- [TO DO]
Nothing but the lines from the first line of the records through the line with "height:19px; margin:-9.5px; padding:0" should be output, exactly as written and free of pictures.

Saved entries
-- -- --

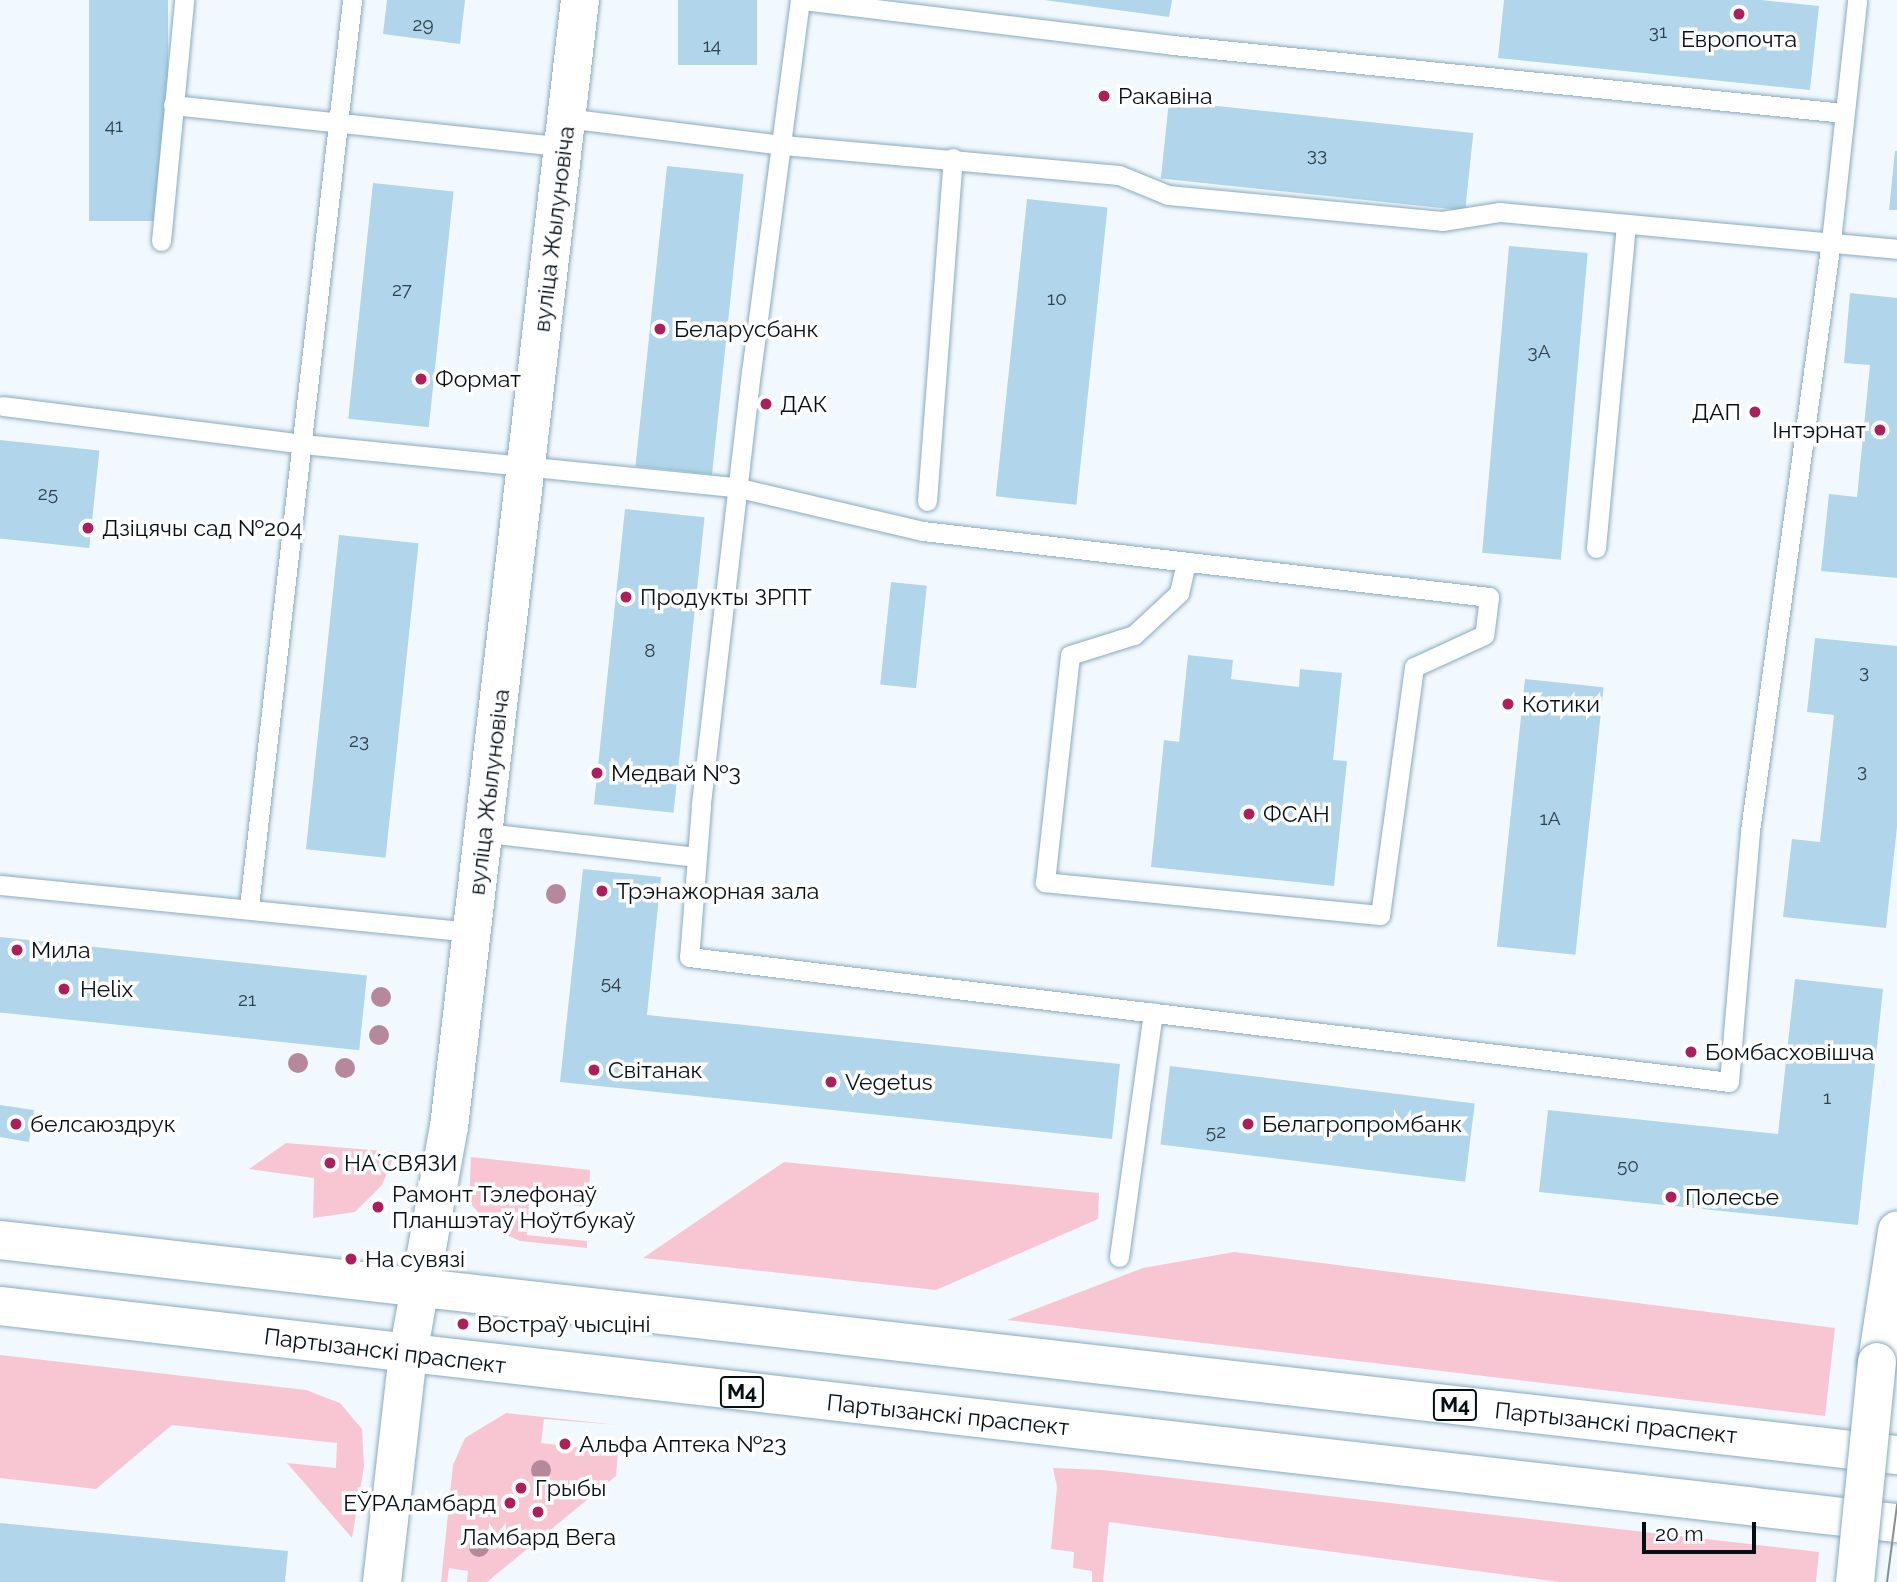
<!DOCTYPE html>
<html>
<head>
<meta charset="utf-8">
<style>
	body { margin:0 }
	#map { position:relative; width:1897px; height:1582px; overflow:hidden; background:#f2f9fe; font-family:Raleway,sans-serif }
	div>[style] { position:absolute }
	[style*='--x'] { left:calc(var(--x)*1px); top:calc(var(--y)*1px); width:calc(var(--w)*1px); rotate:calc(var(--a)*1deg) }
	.green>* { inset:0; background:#f8c5d2 }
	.building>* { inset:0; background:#b1d5ea; transform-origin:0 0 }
	.roads { filter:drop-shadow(0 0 2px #88abbf) drop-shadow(0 0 2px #88abbf) }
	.service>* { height:19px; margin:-9.5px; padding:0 9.5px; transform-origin:9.5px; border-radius:9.5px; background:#fff }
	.tertiary>* { height:38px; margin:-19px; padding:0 19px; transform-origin:19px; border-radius:19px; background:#fff }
	.secondary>* { height:38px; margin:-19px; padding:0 19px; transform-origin:19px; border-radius:19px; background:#fff }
	.primary>* { height:38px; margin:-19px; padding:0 19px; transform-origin:19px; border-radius:19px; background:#fff }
	.tram>* { height:2px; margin:-1px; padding:0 1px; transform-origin:1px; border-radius:1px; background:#868f95 }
	.bridges { filter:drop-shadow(0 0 2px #88abbf) drop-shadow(0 0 2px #88abbf) }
	.primary-bridge>* { height:38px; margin:-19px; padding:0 19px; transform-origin:19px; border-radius:19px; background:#fff }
	.trees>* { width:20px; height:20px; margin:-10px; border-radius:50%; background:#b5889c }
	.dots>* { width:19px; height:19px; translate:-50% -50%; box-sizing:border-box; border:4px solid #fff; border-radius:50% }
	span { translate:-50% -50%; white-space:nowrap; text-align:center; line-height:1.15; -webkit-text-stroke:7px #fff; paint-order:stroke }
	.number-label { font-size:19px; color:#2f404b }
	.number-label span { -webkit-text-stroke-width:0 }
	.shield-label span { padding:2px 5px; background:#fff; border:2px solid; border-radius:5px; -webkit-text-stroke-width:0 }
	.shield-label { font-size:21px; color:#040f16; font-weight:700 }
	.poi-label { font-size:23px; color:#040f16 }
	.left { translate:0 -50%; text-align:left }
	.right { translate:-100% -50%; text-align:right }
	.street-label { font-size:23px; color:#040f16 }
	.scale { position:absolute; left:1642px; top:1522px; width:114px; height:32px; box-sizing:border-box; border:4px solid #040f16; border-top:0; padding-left:9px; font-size:21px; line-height:24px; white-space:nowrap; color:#040f16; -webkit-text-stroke:5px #fff; paint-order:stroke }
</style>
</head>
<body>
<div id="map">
	<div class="green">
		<div style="clip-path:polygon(286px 1143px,396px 1152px,382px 1185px,355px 1212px,313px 1218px,314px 1178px,249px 1169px)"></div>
		<div style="clip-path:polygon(471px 1157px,590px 1170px,589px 1207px,529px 1202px,527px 1235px,587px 1241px,587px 1248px,520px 1241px,493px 1229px,469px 1202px)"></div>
		<div style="clip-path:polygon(784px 1162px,1099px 1193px,1098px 1219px,936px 1290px,643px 1258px)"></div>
		<div style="clip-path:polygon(1234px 1252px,1835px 1328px,1825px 1416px,1007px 1320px,1143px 1268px)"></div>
		<div style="clip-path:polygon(0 1355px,306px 1390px,340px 1403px,362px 1429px,364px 1466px,352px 1538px,287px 1463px,336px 1468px,337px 1443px,172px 1425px,96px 1489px,0 1478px)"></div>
		<div style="clip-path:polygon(506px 1413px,619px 1425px,544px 1419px,541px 1443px,618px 1452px,616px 1476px,487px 1582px,467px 1582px,468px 1571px,449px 1568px,447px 1582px,441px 1582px,453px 1465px,465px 1438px)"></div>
		<div style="clip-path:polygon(1053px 1468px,1103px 1470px,1819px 1552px,1816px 1582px,1560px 1582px,1109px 1522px,1103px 1582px,1092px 1582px,1092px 1571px,1073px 1568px,1074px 1552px,1051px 1549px,1057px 1487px)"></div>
	</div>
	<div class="building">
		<div style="left:89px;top:0;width:79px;height:221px"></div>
		<div style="clip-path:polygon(387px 0,465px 0,460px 44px,383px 34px)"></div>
		<div style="left:678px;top:0;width:79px;height:65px"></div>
		<div style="clip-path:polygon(1044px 0,1172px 0,1169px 17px)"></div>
		<div style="clip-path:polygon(1504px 0,1761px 0,1819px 6px,1810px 90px,1498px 58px)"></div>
		<div style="left:1169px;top:101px;width:306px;height:78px;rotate:6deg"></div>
		<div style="clip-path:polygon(1895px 151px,1897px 151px,1897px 210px,1889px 210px)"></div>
		<div style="left:667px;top:166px;width:77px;height:302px;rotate:6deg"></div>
		<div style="left:373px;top:183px;width:81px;height:237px;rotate:6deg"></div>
		<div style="left:1027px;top:199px;width:81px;height:299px;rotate:6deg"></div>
		<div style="left:1509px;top:246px;width:79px;height:308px;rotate:5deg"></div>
		<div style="clip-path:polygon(1850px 293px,1897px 298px,1897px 578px,1821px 571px,1829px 494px,1857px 497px,1870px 365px,1844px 363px)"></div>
		<div style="left:0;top:440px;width:100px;height:98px;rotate:6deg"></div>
		<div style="left:625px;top:509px;width:80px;height:297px;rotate:6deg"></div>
		<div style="left:339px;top:535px;width:80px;height:316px;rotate:6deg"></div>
		<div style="left:891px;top:582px;width:36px;height:103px;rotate:6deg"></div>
		<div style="clip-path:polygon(1815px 638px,1897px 646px,1897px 827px,1886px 928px,1783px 917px,1792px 839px,1820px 842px,1834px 715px,1807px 712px)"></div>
		<div style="clip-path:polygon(1188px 655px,1233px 660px,1231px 679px,1264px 683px,1299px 687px,1300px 669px,1342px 673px,1333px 760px,1347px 761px,1334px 886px,1151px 867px,1164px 740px,1179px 742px)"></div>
		<div style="left:1525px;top:679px;width:79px;height:269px;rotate:6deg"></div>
		<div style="clip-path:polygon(583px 869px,661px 877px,647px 1015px,1120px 1064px,1112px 1139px,560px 1082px)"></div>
		<div style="left:0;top:937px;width:369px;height:75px;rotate:6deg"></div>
		<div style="clip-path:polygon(1795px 979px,1883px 989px,1858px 1225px,1539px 1192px,1548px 1110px,1778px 1134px)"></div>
		<div style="left:1170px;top:1066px;width:307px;height:79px;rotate:7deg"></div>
		<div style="clip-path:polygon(0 1105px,34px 1110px,29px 1142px,0 1137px)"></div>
		<div style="clip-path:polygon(0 1523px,288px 1551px,285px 1582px,0 1582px)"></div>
	</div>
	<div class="roads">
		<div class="service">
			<div style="--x:800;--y:0;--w:374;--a:97.5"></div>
			<div style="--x:751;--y:371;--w:438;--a:96.6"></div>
			<div style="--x:701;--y:806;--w:151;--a:94.5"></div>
			<div style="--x:689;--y:957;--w:1047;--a:6.85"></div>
			<div style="--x:1729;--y:1082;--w:252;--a:-85.2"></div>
			<div style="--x:1750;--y:831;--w:596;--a:-82.18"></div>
			<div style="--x:1831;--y:241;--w:242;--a:-83.8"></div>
			<div style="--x:802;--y:0;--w:374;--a:6.9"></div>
			<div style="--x:1173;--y:45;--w:674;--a:5.79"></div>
			<div style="--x:173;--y:105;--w:392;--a:6.1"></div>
			<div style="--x:566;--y:118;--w:219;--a:7.1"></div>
			<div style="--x:783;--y:145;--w:337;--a:5.1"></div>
			<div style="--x:1119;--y:175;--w:53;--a:22.2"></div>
			<div style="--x:1168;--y:195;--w:275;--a:5.4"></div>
			<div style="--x:1442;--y:221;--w:59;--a:-8.8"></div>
			<div style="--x:1500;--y:212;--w:399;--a:5.3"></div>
			<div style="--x:161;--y:241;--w:242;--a:-84.5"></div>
			<div style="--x:3;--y:406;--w:301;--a:7.2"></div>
			<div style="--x:302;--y:444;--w:439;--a:5.7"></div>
			<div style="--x:739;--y:488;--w:189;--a:13.2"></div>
			<div style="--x:923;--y:531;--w:570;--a:6.65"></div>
			<div style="--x:1489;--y:597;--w:38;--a:97"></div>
			<div style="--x:1484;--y:635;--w:77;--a:155.4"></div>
			<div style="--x:1414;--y:667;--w:250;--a:97.8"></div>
			<div style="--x:1380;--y:915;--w:337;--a:-174.4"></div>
			<div style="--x:1045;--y:882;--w:228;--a:-83.7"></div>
			<div style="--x:1070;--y:655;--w:67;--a:-17.4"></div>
			<div style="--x:1134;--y:635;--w:62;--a:-43"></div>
			<div style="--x:1179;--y:593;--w:31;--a:-77"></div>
			<div style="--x:927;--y:501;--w:344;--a:-85.7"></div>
			<div style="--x:1596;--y:548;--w:325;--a:-84.7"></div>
			<div style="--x:486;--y:833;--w:211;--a:6.5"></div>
			<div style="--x:0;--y:885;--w:474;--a:5.7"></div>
			<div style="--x:249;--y:906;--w:912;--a:-83.51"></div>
			<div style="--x:1119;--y:1257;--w:247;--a:-82.1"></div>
		</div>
		<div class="tertiary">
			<div style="--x:382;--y:1582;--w:229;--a:-83.5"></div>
		</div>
		<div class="secondary">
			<div style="--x:408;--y:1354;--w:231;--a:-79.8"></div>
			<div style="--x:449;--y:1127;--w:1135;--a:-83.37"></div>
		</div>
		<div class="primary">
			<div style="--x:0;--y:1240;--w:1909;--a:6.47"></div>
			<div style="--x:0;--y:1306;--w:1909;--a:6.53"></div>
			<div style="--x:1877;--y:1362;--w:133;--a:-81.3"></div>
		</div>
	</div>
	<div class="tram">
		<div style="--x:1887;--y:1582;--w:78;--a:-82.6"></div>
	</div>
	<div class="bridges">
		<div class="primary-bridge">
			<div style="--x:1855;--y:1582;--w:221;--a:-84.3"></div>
		</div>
	</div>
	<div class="trees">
		<div style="left:556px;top:894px"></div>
		<div style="left:381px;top:997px"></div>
		<div style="left:379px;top:1035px"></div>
		<div style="left:298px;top:1063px"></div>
		<div style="left:345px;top:1068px"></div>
		<div style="left:541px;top:1470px"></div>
		<div style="left:479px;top:1547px"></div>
	</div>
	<div class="dots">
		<div style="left:1739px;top:14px;background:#ad1f5a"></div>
		<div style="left:1104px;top:96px;background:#ad1f5a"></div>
		<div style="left:660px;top:329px;background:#ad1f5a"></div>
		<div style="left:421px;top:379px;background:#ad1f5a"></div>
		<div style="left:766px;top:404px;background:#ad1f5a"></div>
		<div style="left:1755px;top:412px;background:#ad1f5a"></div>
		<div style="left:1880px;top:430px;background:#ad1f5a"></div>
		<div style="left:88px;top:528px;background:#ad1f5a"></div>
		<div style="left:626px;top:597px;background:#ad1f5a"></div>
		<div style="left:1508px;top:704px;background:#ad1f5a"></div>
		<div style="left:597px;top:773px;background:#ad1f5a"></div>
		<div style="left:1249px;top:814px;background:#ad1f5a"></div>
		<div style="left:602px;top:891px;background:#ad1f5a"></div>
		<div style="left:17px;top:950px;background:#ad1f5a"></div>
		<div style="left:64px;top:989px;background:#ad1f5a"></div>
		<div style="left:1691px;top:1052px;background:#ad1f5a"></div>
		<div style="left:594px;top:1070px;background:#ad1f5a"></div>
		<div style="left:831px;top:1082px;background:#ad1f5a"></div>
		<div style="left:16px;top:1124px;background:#ad1f5a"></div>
		<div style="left:1248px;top:1124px;background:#ad1f5a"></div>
		<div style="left:330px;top:1163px;background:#ad1f5a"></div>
		<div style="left:1671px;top:1197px;background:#ad1f5a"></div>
		<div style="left:378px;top:1207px;background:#ad1f5a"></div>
		<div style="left:351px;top:1259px;background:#ad1f5a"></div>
		<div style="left:463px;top:1324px;background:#ad1f5a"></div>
		<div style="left:565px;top:1444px;background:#ad1f5a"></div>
		<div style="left:521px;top:1488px;background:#ad1f5a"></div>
		<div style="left:510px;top:1503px;background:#ad1f5a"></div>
		<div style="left:538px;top:1512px;background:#ad1f5a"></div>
	</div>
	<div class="number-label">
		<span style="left:423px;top:25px">29</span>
		<span style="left:1658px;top:32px">31</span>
		<span style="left:712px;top:46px">14</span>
		<span style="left:114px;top:126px">41</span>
		<span style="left:1317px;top:155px">33</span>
		<span style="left:402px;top:290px">27</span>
		<span style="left:1057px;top:299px">10</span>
		<span style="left:1539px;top:352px">3А</span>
		<span style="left:48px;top:494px">25</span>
		<span style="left:650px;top:651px">8</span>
		<span style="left:1864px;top:672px">3</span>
		<span style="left:359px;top:741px">23</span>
		<span style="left:1862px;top:771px">3</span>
		<span style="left:1550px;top:819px">1А</span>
		<span style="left:611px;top:983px">54</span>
		<span style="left:247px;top:1000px">21</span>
		<span style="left:1827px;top:1098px">1</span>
		<span style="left:1216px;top:1132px">52</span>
		<span style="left:1628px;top:1166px">50</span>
	</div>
	<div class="shield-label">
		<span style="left:742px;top:1392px">М4</span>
		<span style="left:1455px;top:1405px">М4</span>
	</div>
	<div class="poi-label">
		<span style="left:1739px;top:39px">Европочта</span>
		<span class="left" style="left:1118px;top:96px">Ракавіна</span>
		<span class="left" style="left:674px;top:329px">Беларусбанк</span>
		<span class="left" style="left:435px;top:379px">Формат</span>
		<span class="left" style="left:780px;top:404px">ДАК</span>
		<span class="right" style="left:1741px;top:412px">ДАП</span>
		<span class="right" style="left:1866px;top:430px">Інтэрнат</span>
		<span class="left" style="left:102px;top:528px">Дзіцячы сад №204</span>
		<span class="left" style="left:640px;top:597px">Продукты ЗРПТ</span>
		<span class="left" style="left:1522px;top:704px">Котики</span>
		<span class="left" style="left:611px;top:773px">Медвай №3</span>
		<span class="left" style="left:1263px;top:814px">ФСАН</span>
		<span class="left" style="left:616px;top:891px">Трэнажорная зала</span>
		<span class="left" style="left:31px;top:950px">Мила</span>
		<span class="left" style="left:80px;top:989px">Helix</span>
		<span class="left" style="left:1705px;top:1052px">Бомбасховішча</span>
		<span class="left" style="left:608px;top:1070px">Світанак</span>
		<span class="left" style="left:845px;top:1082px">Vegetus</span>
		<span class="left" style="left:30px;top:1124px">белсаюздрук</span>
		<span class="left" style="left:1262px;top:1124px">Белагропромбанк</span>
		<span class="left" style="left:344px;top:1163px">НАʼСВЯЗИ</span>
		<span class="left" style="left:392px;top:1207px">Рамонт Тэлефонаў<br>Планшэтаў Ноўтбукаў</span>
		<span class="left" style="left:1685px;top:1197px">Полесье</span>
		<span class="left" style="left:365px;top:1259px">На сувязі</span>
		<span class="left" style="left:477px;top:1324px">Востраў чысціні</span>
		<span class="left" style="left:579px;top:1444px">Альфа Аптека №23</span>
		<span class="left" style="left:535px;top:1488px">Грыбы</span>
		<span class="right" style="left:496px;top:1503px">ЕЎРАламбард</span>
		<span style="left:538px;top:1537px">Ламбард Вега</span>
	</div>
	<div class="street-label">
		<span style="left:554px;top:229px;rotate:-83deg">вуліца Жылуновіча</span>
		<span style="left:489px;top:792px;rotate:-83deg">вуліца Жылуновіча</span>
		<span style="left:385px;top:1351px;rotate:7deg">Партызанскі праспект</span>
		<span style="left:948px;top:1415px;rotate:6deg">Партызанскі праспект</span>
		<span style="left:1616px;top:1423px;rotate:6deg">Партызанскі праспект</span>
	</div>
	<div class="scale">20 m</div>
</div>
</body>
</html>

-- -- --

- [RESPONSE AREA]
<!DOCTYPE html>
<html>
<head>
<meta charset="utf-8">
<style>
	body { margin:0 }
	#map { position:relative; width:1897px; height:1582px; overflow:hidden; background:#f2f9fe; font-family:Raleway,sans-serif }
	div>[style] { position:absolute }
	[style*='--x'] { left:calc(var(--x)*1px); top:calc(var(--y)*1px); width:calc(var(--w)*1px); rotate:calc(var(--a)*1deg) }
	.green>* { inset:0; background:#f8c5d2 }
	.building>* { inset:0; background:#b1d5ea; transform-origin:0 0 }
	.roads { filter:drop-shadow(0 0 2px #88abbf) drop-shadow(0 0 2px #88abbf) }
	.service>* { height:19px; margin:-9.5px; padding:0 9.5px; transform-origin:9.5px; border-radius:9.5px; background:#fff }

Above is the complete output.